Il riconoscimento delle procedure di insolvenza da parte degli Stati membri dell’Unione Europea

15 Marzo 2024

Uno Stato membro può rifiutarsi di riconoscere una procedura di insolvenza aperta in un altro Stato membro se il suo riconoscimento può produrre effetti palesemente contrari all’ordine pubblico, ed in particolare ai principi fondamentali o ai diritti e alle libertà personali sanciti dalla costituzione.

La normativa europea prevede un meccanismo automatico di riconoscimento delle procedure di insolvenza tra i vari Stati. L'art. 19 del Reg. UE n. 848/2015 stabilisce, infatti, che la decisione di apertura della procedura di insolvenza da parte di un giudice di uno Stato membro è riconosciuta in tutti gli altri Stati membri dal momento in cui essa produce effetto nello Stato di apertura. E ciò anche quando un debitore, per la sua qualità, non può essere assoggettato a una procedura di insolvenza negli altri Stati membri. Inoltre, lo stesso articolo prevede che il riconoscimento di una procedura principale non impedisce l'apertura di una procedura secondaria in un altro Stato membro, se nello Stato membro il debitore possiede una dipendenza (cfr. anche Cass., sez. un., 17 novembre 2017, n. 27280). L' automatismo ha alla sua base il principio di fiducia reciproca sul quale poggia l'immediato riconoscimento della decisione.

Ancora, ai sensi dell'art. 32 Reg. UE 848/2015, le decisioni relative allo svolgimento e alla chiusura di una procedura di insolvenza pronunciate da un giudice la cui decisione di apertura è riconosciuta a norma dell'articolo 19 cit., nonché le procedure di composizione approvate da detto giudice, sono egualmente riconosciute senza altra formalità. Tale riconoscimento si estende anche alle decisioni che derivano direttamente dalla procedura di insolvenza e le sono strettamente connesse, pur se sono prese da altro giudice, nonché alle decisioni riguardanti i provvedimenti conservativi presi successivamente alla domanda d'apertura di una procedura d'insolvenza o a questa collegati.
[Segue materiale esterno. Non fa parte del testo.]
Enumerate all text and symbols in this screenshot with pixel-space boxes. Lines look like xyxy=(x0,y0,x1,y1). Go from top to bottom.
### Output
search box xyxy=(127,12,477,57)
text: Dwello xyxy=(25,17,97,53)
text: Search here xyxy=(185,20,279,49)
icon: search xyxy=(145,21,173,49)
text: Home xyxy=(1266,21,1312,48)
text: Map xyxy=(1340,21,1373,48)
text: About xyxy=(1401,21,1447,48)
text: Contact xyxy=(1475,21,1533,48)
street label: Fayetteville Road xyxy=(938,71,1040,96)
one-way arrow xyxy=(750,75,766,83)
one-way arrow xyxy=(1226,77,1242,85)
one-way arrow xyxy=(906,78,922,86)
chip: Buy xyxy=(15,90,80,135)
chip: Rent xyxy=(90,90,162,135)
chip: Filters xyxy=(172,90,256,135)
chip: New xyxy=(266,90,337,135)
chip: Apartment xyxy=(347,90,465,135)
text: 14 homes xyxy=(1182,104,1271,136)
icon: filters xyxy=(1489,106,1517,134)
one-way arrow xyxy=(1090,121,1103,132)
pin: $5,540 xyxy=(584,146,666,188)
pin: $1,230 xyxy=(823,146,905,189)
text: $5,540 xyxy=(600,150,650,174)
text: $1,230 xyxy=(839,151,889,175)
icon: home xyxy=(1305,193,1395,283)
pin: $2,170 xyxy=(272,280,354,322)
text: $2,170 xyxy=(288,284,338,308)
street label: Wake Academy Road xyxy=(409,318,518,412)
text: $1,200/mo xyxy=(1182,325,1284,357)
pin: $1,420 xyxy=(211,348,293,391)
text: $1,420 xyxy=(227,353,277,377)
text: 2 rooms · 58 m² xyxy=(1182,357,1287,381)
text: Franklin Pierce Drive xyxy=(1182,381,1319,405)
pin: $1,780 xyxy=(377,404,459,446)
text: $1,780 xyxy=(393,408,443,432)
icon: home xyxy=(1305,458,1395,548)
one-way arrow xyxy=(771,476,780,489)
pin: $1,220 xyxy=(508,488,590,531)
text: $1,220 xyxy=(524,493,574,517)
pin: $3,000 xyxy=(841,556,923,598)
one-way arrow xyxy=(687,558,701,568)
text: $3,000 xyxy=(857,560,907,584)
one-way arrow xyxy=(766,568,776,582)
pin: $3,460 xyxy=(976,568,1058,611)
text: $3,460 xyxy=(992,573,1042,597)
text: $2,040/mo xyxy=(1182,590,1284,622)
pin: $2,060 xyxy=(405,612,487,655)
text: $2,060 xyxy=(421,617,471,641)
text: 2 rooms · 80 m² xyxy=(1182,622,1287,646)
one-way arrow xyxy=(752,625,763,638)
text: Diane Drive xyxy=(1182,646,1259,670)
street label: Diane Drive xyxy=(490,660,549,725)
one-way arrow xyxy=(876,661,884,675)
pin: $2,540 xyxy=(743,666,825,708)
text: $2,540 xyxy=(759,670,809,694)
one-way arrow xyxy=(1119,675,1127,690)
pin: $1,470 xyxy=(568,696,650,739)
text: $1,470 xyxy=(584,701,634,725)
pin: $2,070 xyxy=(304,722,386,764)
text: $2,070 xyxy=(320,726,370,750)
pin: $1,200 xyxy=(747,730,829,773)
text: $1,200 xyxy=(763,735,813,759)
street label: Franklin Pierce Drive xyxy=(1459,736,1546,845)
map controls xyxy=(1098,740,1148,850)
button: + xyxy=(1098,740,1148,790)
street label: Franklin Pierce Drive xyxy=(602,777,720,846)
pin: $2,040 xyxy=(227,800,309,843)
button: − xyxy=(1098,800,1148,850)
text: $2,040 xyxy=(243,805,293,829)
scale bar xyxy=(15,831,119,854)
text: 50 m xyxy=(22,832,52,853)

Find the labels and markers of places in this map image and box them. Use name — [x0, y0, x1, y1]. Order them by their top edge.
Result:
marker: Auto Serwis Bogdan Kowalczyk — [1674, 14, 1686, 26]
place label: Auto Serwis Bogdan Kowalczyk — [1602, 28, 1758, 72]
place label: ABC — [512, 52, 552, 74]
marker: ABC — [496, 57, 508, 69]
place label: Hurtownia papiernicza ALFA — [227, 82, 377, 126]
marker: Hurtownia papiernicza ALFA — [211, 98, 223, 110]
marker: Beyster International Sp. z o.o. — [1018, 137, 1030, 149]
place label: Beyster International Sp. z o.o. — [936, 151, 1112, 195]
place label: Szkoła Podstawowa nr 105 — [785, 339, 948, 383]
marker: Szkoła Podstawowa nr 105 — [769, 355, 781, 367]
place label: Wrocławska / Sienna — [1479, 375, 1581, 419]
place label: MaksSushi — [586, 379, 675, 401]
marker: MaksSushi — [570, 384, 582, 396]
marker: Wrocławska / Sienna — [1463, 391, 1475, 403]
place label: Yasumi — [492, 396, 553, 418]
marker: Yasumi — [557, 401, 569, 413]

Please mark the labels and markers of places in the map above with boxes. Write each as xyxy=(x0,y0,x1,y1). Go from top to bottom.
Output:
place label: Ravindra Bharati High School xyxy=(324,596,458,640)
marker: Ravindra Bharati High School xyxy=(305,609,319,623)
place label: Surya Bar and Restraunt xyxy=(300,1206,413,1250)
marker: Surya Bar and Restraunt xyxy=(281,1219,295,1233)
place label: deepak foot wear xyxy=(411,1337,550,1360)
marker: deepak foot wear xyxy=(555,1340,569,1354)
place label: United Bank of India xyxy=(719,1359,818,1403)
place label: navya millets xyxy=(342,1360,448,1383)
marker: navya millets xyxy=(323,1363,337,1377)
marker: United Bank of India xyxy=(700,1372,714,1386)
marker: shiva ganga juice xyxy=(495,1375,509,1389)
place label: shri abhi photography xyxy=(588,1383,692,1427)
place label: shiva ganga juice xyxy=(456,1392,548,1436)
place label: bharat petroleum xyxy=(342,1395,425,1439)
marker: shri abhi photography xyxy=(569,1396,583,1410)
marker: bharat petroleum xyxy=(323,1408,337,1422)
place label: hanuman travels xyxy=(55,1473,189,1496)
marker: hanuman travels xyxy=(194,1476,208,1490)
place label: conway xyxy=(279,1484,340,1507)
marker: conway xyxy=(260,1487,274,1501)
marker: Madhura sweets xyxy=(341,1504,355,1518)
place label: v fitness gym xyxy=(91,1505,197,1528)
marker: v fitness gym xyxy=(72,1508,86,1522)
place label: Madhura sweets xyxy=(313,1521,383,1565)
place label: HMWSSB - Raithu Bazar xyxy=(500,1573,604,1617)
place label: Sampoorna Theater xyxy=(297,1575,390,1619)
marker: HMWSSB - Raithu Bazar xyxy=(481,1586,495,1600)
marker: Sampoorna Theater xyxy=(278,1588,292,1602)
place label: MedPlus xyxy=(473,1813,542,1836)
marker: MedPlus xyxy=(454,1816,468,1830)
Dunque, la normativa europea prevede una sorta di riconoscimento automatico e quindi generalizzato delle procedure di insolvenza tra i vari Stati. Tuttavia, la medesima normativa prevede una eccezione alla regola generale: ai sensi dell'art. 33 del Reg. UE 848/2015 uno Stato membro può rifiutarsi di riconoscere una procedura di insolvenza aperta in un altro Stato membro o di eseguire una decisione presa nell'ambito di detta procedura, qualora il riconoscimento o l'esecuzione possano produrre effetti palesemente contrari all'ordine pubblico, in particolare ai principi fondamentali o ai diritti e alle libertà personali sanciti dalla costituzione. La giurisprudenza comunitaria ha, per esempio, ritenuto che uno Stato UE può rifiutarsi di riconoscere una procedura di insolvenza aperta in un altro Stato UE se la decisione di apertura è stata assunta in violazione del diritto fondamentale di difesa (C. Giust. CE, 2 maggio 2006, C-341/04). Tale pronuncia, dettata nella vigenza della normativa abrogata, si ritiene applicabile alla nuova disciplina dettata dal Reg. UE 848/2015 (Memento Crisi d'impresa e fallimento, 2024, Giuffrè Francis Lefebvre). Pertanto, per motivi di ordine pubblico, è possibile derogare alla regola generale di riconoscimento automatico delle procedure di insolvenza tra i vari Stati.

In conclusione, in base al principio generale che prevede il riconoscimento automatico delle procedure di insolvenza da parte dei vari Stati UE, ogni Stato deve riconoscere la procedura di insolvenza aperta da un altro Stato. Per rispondere al quesito, dunque, uno Stato non può, sic et simpliciter, rifiutarsi di riconoscerla. Può, però, rifiutarsi di riconoscerla al verificarsi di una condizione: quando il suo riconoscimento può produrre effetti palesemente contrari all'ordine pubblico ed in particolare ai principi fondamentali o ai diritti e alle libertà personali sanciti dalla costituzione.